Centre for Robotics & Intelligent Systems, University of Limerick, Limerick V94 T9PX, Ireland.
School of Computing, Engineering, and Physical Sciences, University of the West of Scotland, Glasgow G72 0AG, UK.
Sensors (Basel). 2018 Nov 14;18(11):3936. doi: 10.3390/s18113936.

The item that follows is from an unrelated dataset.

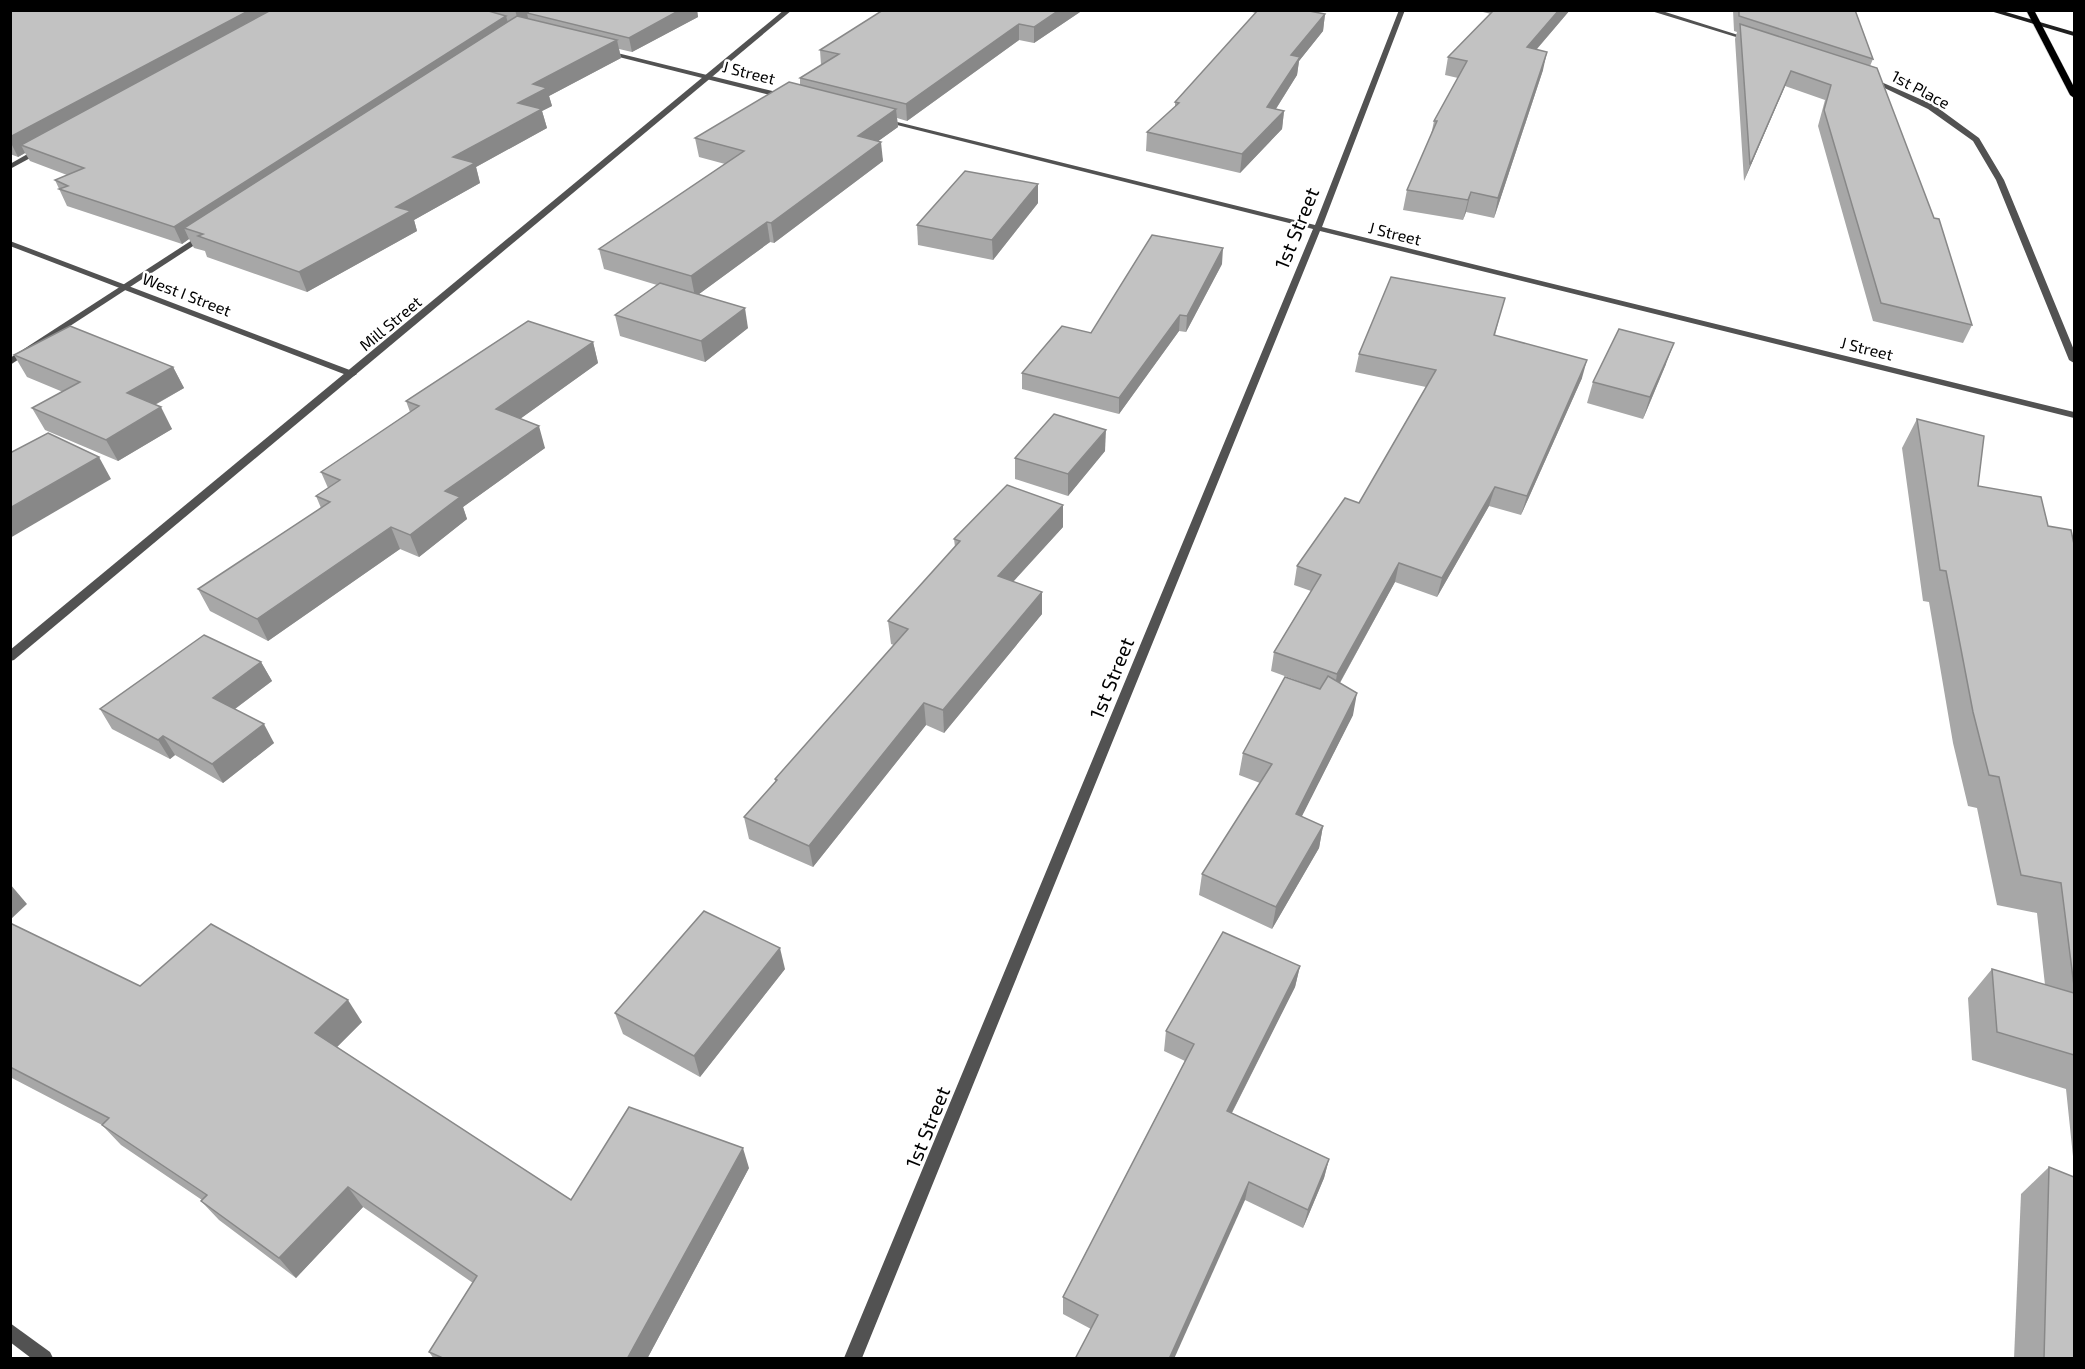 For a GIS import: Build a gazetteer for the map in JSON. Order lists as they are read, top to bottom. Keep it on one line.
{"streets":{"street":["J Street","1st Place","1st Street","West I Street","Mill Street"]},"crossings":[["J Street","1st Street"],["J Street","Mill Street"],["West I Street","Mill Street"]]}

Many current and future applications of underwater robotics require real-time sensing and interpretation of the environment. As the vast majority of robots are equipped with cameras, computer vision is playing an increasingly important role it this field. This paper presents the implementation and experimental results of underwater StereoFusion, an algorithm for real-time 3D dense reconstruction and camera tracking. Unlike KinectFusion on which it is based, StereoFusion relies on a stereo camera as its main sensor. The algorithm uses the depth map obtained from the stereo camera to incrementally build a volumetric 3D model of the environment, while simultaneously using the model for camera tracking. It has been successfully tested both in a lake and in the ocean, using two different state-of-the-art underwater Remotely Operated Vehicles (ROVs). Ongoing work focuses on applying the same algorithm to acoustic sensors, and on the implementation of a vision based monocular system with the same capabilities.

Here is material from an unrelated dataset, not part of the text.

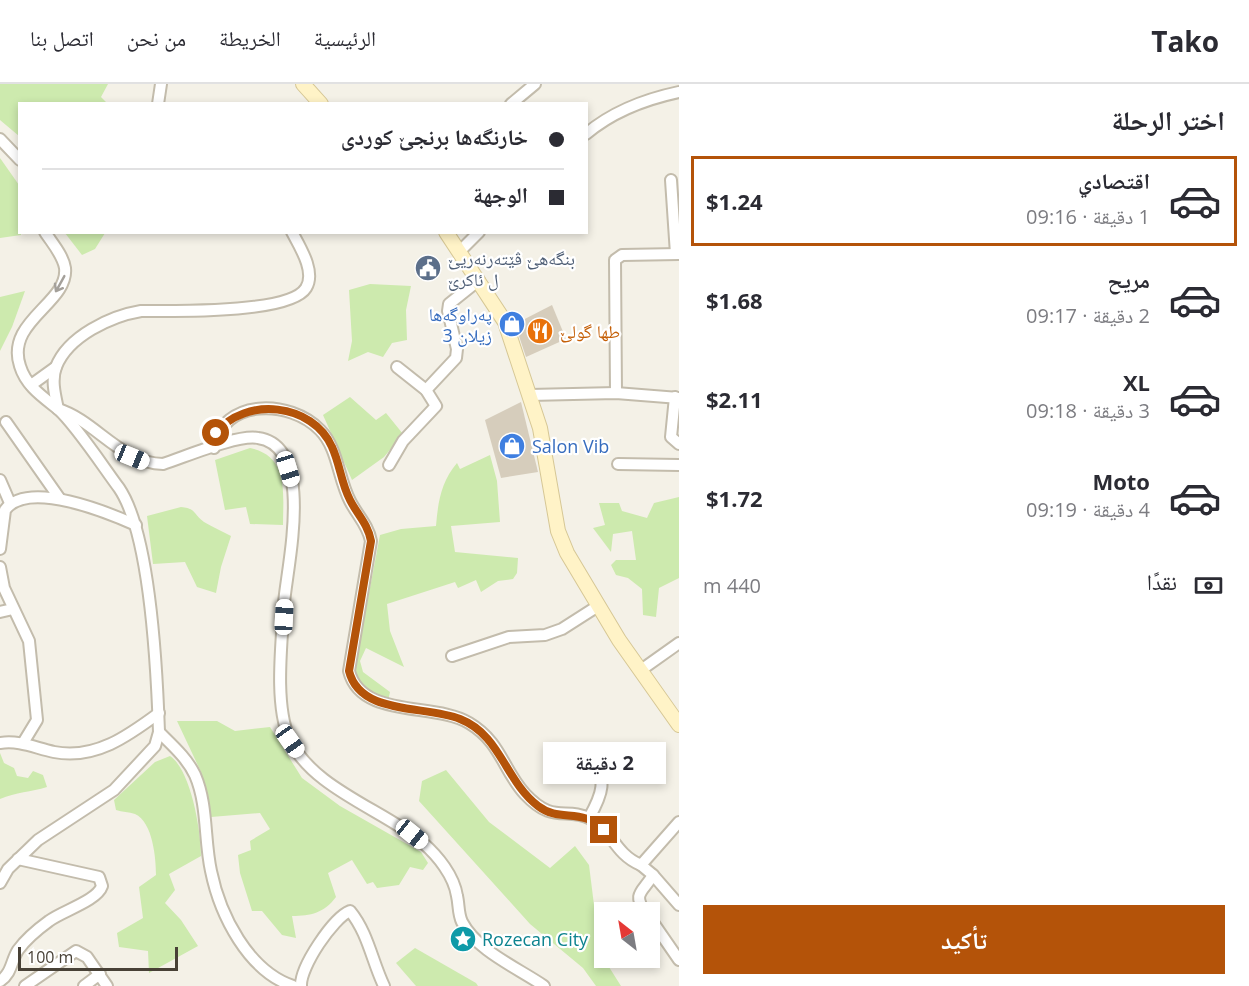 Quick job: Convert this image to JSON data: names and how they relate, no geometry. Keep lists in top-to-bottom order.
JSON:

许多当前和未来的水下机器人应用都需要实时感知和解释环境。由于绝大多数机器人都配备了摄像头,因此计算机视觉在这个领域中的作用越来越重要。本文介绍了水下 StereoFusion 的实现和实验结果,这是一种用于实时 3D 密集重建和相机跟踪的算法。与它所基于的 KinectFusion 不同,StereoFusion 依赖于立体相机作为其主要传感器。该算法使用从立体相机获得的深度图来增量式地构建环境的体积 3D 模型,同时使用模型进行相机跟踪。它已经成功地在湖泊和海洋中进行了测试,使用了两种不同的最先进的水下遥控潜水器(ROV)。目前的工作重点是将相同的算法应用于声纳传感器,并实现具有相同功能的基于视觉的单目系统。